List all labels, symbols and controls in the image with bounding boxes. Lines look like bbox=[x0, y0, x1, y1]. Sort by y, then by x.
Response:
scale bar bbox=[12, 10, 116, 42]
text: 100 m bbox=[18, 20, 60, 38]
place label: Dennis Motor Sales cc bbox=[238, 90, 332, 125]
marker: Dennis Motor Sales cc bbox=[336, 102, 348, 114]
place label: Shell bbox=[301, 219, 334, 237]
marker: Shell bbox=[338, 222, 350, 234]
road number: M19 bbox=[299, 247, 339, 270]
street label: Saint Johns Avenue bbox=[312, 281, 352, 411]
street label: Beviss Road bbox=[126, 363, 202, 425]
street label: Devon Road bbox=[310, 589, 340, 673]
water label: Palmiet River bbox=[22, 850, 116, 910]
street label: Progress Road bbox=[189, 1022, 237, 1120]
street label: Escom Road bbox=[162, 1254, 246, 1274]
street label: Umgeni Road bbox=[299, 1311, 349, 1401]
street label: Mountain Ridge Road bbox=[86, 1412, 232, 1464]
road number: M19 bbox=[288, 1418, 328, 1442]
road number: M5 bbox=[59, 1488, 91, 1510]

::::::::::

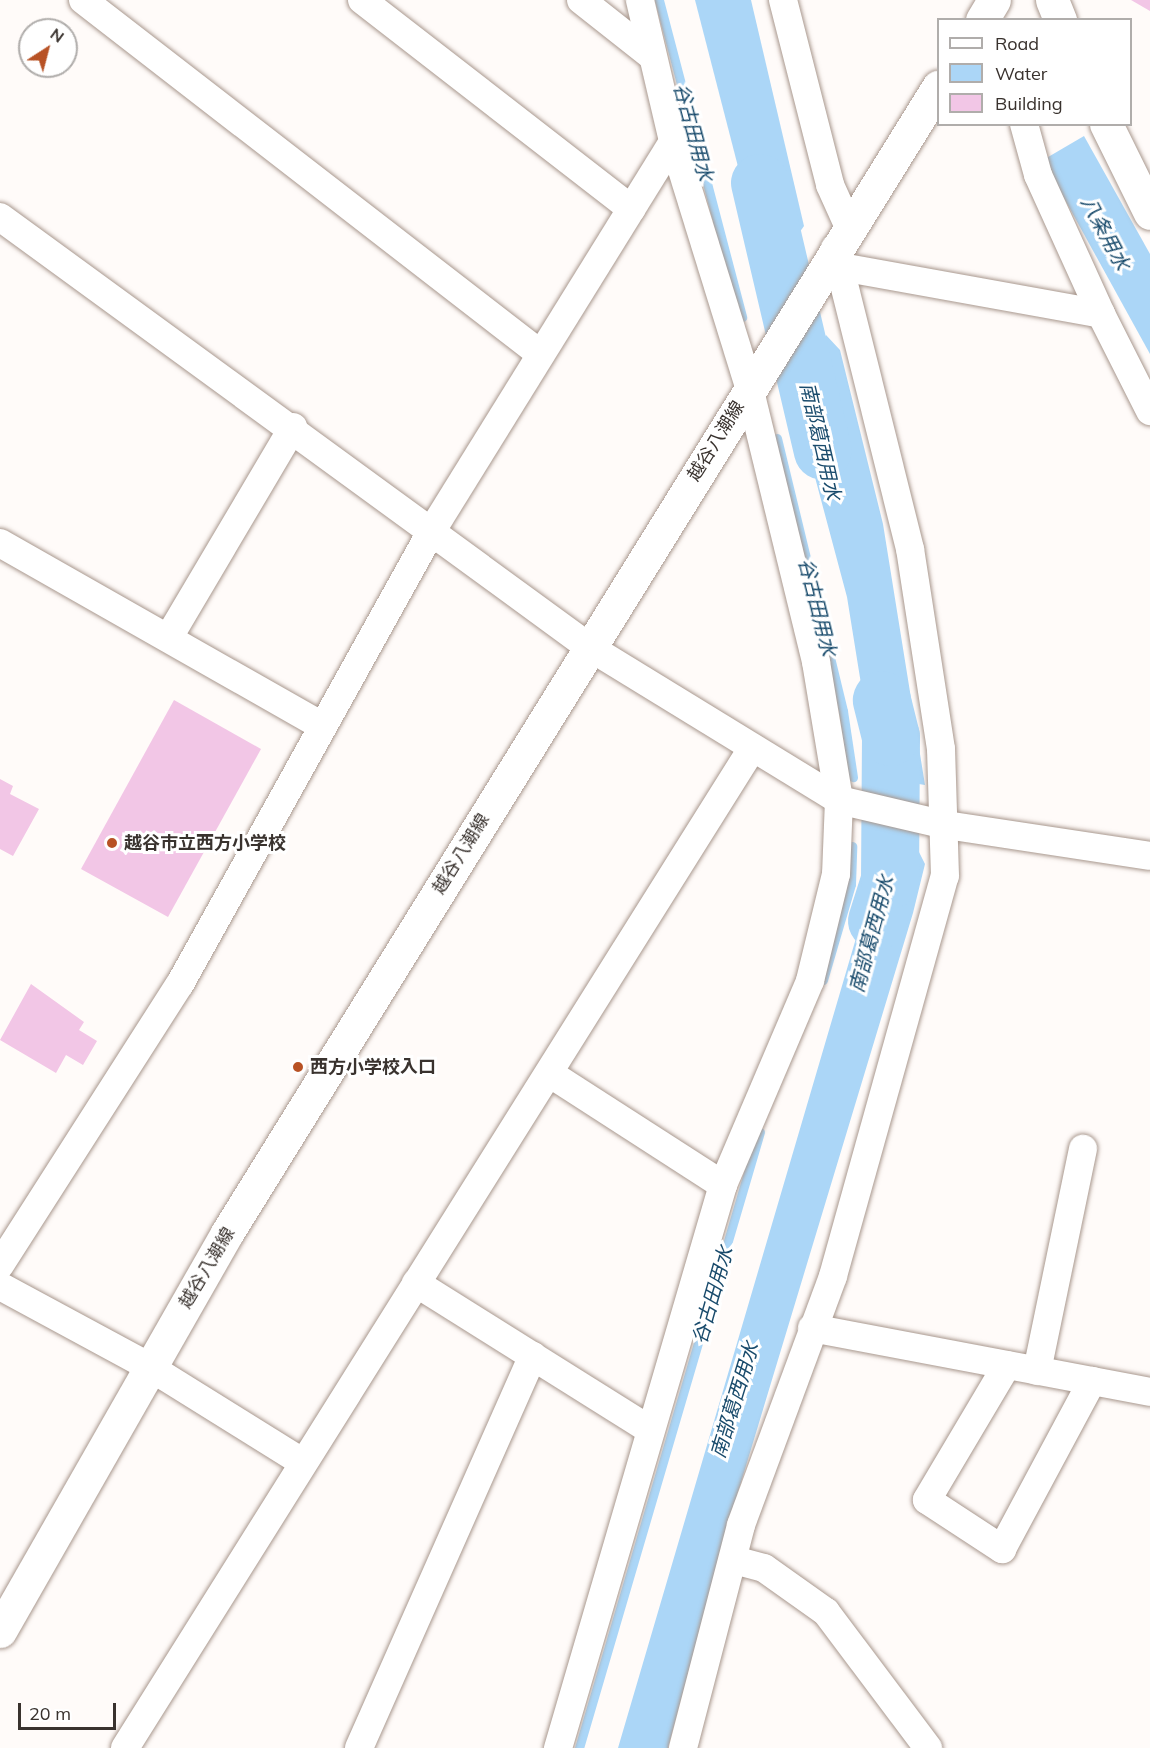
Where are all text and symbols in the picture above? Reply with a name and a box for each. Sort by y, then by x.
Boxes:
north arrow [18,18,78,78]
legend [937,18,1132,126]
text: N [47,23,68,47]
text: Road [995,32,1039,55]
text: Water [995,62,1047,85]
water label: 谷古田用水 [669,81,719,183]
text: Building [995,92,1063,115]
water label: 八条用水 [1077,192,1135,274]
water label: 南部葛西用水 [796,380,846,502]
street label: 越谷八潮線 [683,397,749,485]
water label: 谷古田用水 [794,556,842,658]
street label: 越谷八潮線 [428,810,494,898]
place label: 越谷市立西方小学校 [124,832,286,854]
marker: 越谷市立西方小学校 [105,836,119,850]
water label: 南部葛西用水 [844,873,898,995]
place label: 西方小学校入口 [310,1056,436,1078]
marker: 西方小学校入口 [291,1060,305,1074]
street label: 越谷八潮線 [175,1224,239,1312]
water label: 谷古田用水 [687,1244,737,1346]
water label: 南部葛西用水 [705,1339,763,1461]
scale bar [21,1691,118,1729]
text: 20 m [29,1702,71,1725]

::::::::::

| WHAT THE TASK ASKS |
Note every line of the records that holds the word "Sort", and copy it.

| REPLY TO THE EXERCISE |
List all labels, symbols and controls in the image with bounding boxes. Lines look like bbox=[x0, y0, x1, y1]. Sort by y, then by x.
Where are all text and symbols in the picture above? Reply with a name and a box for each. Sort by y, then by x.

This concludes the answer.